Talking With the Taxman About Poetry - Billy Bragg. Songwriter and Song of Special Merit. "Greetings to the New Brunette" is the kind of catchy, clever, bittersweet, funny, insightful song most every Dylan-wannabe wishes he could write at age 22. I know that was true for me. Johnny Marr of the Smiths adds great pastels of guitar. Bragg's brash, alone on stage, the anti-discotheque warbler, the caring socialist rebel in the John Lennon tradition, walking to gigs in the snow with his electric guitar and little Peavey amp in hands. "The Marriage" states "marriage is when we admit our parents were probably right."

The Indestructible Beat of Soweto - Various Artists. Contemporary African music has cool chorused guitars, insanely running bass guitar and a simple straight beat. Heard this in many dopesmokers' dens. Fits well beside the Dead and a footlocker full of BBQ Fritos and sugar wafers, man.

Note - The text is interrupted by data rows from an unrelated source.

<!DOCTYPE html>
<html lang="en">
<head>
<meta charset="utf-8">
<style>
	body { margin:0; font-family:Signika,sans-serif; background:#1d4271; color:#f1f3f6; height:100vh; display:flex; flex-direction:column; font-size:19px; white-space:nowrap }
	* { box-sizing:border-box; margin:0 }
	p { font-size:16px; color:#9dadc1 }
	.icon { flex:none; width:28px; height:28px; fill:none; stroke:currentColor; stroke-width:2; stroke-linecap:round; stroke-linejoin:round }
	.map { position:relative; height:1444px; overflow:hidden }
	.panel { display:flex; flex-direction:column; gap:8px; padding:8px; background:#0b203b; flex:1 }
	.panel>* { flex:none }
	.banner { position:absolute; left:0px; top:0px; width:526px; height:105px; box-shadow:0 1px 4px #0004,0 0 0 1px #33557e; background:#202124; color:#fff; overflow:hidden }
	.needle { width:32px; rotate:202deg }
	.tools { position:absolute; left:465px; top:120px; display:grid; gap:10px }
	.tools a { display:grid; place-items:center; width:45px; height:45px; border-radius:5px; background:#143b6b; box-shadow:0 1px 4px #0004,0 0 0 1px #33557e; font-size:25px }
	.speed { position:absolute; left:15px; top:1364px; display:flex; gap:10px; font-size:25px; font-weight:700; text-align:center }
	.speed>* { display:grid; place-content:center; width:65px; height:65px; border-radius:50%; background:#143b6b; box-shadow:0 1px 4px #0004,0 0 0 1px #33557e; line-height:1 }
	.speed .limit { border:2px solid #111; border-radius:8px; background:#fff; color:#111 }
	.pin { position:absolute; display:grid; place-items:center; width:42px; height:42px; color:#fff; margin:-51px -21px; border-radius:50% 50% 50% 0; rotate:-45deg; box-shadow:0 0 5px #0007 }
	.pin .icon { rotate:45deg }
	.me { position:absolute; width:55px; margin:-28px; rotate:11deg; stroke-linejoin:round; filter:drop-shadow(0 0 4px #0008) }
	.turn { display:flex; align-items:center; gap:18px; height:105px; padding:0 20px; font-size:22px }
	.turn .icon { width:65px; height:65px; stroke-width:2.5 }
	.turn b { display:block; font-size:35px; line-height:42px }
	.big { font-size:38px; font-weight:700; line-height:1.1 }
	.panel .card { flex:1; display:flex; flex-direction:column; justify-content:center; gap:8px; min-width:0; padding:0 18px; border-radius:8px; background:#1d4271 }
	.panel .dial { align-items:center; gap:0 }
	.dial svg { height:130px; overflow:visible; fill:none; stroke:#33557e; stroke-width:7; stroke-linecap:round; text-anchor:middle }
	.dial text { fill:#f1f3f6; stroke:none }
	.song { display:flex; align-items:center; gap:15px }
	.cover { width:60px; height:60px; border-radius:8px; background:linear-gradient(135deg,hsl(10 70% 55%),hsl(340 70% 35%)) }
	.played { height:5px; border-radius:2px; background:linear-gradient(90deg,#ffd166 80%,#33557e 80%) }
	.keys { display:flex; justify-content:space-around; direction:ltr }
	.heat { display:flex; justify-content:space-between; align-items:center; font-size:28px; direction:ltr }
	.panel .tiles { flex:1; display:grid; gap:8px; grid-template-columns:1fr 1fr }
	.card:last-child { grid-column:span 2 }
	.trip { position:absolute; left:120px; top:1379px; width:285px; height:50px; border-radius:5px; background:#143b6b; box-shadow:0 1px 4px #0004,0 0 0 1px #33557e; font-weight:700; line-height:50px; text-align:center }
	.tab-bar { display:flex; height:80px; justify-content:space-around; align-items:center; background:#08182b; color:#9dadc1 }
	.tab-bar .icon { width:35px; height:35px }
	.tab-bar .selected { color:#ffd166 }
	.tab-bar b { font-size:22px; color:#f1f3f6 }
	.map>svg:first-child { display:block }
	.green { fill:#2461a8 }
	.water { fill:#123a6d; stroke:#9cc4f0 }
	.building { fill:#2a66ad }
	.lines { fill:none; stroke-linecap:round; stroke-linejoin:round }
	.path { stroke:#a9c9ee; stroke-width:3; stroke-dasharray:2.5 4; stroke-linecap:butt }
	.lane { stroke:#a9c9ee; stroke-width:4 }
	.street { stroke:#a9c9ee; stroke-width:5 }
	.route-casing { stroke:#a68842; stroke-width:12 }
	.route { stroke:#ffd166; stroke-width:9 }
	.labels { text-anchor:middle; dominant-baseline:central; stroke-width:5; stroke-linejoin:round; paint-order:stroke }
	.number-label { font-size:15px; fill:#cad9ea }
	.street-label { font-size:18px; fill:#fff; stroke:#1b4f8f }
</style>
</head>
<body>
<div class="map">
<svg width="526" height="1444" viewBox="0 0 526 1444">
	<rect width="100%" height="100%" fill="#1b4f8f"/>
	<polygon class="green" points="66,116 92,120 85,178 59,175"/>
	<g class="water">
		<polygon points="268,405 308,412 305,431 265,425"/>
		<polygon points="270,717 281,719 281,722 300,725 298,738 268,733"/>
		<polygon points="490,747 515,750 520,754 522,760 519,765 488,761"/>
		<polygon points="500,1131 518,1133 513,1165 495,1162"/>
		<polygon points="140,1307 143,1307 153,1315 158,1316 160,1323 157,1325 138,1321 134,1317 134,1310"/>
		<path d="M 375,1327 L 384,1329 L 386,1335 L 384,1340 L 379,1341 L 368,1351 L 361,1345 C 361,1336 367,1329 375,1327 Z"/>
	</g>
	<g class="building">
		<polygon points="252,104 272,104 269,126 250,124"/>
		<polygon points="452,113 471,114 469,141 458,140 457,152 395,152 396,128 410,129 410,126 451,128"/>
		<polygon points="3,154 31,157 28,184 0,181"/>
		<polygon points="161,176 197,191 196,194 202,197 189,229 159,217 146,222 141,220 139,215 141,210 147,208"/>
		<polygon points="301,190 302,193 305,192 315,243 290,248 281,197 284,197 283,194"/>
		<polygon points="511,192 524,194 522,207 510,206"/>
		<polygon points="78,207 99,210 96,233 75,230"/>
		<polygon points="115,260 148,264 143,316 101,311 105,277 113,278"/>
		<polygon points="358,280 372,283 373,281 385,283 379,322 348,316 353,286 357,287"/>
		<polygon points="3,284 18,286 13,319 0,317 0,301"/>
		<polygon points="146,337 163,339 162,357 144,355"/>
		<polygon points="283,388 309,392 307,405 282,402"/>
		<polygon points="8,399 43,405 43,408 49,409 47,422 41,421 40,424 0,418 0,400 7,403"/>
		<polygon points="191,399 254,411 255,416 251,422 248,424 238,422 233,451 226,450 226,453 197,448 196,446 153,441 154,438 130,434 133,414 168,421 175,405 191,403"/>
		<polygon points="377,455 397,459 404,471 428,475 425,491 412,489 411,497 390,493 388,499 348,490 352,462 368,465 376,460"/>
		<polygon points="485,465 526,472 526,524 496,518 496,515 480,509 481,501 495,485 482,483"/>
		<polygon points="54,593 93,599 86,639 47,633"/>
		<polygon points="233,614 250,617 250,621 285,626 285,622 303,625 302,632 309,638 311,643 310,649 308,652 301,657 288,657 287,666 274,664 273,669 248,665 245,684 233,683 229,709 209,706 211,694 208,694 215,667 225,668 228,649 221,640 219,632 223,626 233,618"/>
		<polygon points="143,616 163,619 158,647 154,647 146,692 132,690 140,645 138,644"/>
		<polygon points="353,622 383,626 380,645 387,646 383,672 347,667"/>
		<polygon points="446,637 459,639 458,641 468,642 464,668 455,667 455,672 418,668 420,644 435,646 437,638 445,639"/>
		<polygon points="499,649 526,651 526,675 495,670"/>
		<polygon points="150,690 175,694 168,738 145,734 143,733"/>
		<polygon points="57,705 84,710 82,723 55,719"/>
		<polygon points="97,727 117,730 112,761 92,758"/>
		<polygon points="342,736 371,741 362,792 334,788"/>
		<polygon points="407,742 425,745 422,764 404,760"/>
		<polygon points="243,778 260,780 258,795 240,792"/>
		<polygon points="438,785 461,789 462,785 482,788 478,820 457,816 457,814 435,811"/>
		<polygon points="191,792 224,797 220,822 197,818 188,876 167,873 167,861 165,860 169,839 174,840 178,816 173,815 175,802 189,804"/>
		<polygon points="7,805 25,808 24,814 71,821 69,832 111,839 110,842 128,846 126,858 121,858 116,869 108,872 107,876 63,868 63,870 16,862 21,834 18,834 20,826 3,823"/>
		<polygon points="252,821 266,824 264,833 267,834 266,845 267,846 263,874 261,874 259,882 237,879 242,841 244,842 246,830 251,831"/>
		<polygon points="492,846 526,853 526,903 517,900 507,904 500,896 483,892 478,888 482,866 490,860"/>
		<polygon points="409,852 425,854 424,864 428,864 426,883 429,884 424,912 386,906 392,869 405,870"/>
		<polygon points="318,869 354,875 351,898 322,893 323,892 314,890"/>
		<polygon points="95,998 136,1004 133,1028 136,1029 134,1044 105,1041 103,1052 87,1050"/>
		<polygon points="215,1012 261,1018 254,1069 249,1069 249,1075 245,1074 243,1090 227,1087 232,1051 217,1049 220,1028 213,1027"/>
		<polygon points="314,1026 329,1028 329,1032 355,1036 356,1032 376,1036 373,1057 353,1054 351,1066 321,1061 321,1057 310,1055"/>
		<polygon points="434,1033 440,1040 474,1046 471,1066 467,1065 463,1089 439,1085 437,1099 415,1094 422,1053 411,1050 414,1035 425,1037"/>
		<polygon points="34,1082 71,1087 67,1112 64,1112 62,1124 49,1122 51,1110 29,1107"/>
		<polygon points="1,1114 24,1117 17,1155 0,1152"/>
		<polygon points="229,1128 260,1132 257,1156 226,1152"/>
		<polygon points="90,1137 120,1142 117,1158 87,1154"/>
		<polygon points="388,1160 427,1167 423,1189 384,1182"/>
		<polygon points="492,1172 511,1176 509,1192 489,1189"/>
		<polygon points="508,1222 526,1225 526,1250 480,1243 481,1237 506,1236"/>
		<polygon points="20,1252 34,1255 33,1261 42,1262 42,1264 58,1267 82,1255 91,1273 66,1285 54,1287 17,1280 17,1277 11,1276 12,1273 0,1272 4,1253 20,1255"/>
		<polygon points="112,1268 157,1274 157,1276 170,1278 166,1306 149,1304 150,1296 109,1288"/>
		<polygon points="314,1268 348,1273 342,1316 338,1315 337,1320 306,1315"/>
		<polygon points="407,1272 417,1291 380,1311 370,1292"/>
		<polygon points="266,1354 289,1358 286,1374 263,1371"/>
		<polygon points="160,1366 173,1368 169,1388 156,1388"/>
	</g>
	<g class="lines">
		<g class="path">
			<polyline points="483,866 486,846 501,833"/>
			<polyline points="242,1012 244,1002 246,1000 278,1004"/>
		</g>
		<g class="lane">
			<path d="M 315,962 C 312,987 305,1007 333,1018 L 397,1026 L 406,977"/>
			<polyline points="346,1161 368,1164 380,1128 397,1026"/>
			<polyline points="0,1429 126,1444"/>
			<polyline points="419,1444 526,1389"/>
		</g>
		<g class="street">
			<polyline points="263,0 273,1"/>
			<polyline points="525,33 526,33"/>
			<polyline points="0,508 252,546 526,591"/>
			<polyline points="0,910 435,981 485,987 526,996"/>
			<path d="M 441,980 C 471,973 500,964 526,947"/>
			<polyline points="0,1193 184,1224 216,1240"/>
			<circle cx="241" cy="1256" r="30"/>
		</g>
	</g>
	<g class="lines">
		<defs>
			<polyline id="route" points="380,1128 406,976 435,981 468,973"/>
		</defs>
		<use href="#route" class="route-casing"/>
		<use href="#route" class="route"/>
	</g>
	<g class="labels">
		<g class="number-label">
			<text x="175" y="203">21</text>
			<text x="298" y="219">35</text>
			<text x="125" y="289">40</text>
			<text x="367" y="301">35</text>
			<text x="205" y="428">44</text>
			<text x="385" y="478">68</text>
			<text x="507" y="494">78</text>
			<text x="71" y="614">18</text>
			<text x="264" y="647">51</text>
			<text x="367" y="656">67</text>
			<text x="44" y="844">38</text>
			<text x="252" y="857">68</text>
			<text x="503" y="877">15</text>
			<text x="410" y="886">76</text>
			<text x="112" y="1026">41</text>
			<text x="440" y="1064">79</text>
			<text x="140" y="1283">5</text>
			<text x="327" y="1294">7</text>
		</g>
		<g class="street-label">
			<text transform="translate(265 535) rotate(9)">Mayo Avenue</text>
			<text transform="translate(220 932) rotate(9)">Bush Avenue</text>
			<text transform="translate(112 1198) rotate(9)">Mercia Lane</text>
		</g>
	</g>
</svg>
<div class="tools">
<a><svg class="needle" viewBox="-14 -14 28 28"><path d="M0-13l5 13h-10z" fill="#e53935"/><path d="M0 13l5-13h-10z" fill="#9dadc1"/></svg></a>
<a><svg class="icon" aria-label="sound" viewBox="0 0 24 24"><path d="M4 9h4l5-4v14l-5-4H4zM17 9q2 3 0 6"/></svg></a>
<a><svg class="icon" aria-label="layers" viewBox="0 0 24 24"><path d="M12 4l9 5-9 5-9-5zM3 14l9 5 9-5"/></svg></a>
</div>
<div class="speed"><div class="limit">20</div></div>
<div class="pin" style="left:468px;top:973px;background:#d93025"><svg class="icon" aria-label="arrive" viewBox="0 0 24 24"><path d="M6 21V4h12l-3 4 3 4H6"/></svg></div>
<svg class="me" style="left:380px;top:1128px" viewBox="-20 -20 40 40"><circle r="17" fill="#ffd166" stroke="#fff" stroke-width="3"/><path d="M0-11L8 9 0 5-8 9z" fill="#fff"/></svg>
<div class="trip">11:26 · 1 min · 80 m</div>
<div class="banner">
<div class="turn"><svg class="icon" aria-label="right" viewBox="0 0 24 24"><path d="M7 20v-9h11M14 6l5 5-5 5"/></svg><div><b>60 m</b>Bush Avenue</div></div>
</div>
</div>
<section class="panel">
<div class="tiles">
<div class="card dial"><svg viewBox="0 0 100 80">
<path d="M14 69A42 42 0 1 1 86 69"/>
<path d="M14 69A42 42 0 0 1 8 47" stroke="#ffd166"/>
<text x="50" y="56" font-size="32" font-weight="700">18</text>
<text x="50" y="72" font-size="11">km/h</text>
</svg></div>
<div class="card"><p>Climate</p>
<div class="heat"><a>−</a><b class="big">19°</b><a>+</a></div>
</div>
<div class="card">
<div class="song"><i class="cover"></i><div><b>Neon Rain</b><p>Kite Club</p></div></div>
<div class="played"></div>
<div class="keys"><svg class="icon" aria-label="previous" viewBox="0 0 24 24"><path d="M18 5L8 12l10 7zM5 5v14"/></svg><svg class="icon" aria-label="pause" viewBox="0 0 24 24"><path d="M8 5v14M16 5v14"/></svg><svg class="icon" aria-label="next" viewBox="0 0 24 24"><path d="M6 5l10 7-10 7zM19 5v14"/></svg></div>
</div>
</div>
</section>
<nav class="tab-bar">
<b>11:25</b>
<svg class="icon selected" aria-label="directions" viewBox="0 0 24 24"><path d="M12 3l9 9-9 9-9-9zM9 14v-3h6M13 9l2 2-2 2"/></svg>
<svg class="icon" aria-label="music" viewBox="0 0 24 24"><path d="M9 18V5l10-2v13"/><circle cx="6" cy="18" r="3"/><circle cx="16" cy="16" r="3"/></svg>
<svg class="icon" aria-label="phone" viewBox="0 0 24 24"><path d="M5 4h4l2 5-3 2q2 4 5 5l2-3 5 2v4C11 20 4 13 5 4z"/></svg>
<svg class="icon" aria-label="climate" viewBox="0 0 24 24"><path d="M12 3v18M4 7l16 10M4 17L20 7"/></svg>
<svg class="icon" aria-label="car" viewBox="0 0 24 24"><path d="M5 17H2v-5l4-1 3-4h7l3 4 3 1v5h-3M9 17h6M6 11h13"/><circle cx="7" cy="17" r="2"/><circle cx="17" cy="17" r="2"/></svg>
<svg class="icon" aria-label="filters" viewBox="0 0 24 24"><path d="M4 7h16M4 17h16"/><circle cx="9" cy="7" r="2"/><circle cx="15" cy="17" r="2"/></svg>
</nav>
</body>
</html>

The Queen Is Dead - Smiths. Album of Special Merit. Don't listen to this one when the first long-term relationship you've ever had dumps you and you're on Day Three of a really serious bender. Strange sexual imagery, Oedipal reflections, anti-society chants and a ton of laughing-through-depression woven through chiming, ringing, strummed layers of guitars. Probably the most keyboards of any Smiths' disc. Strong, unusually literary songwriting. It's like Oscar Wilde moaning with the early Pretenders. Club hit "Bigmouth Strikes Again" also featured, about repressed sexual rage and Joan of Arc's Walkman melting. "The Boy With the Thorn in his Side" and "There is a Light That Never Goes Out" are lush, emoting tuneful masterpieces.

Tuff Enuff - Fabulous Thunderbirds. "Wrap It Up" and the title track are good Texas R&B, with a heavy dose of soul and snappy guitar. Gruff, yet commercial stuff.

Tutu - Miles Davis. We played one of these tunes in a reggae/rock band and it worked. The great trumpeter's last disc, I believe. Mainstream enough for non-jazz fans to enjoy. A few steps to the right of Jeff Beck's mid-70s stuff.

We've Got a Fuzzbox & We're Going To Use It - Fuzzbox. Heavy, heavy drums and the fuzzed guitar banged by young ladies...this predates the band L7 by a few years. Bizarre, at times laughable, harmonies.

Word of Mouth - Kinks. Many good songs and yet another great Sat. Night Live performance. Ray Davies kept his sense of humor, unlike, say, The Who's Pete Townshend, and I think that propelled Davies to keep writing poppy music. Was this the last Kinks' album before his brother split? I can't remember. I do think it sounds an awful lot like the next year's Replacements' disc. "Do It Again" I liked a ton and played in a band.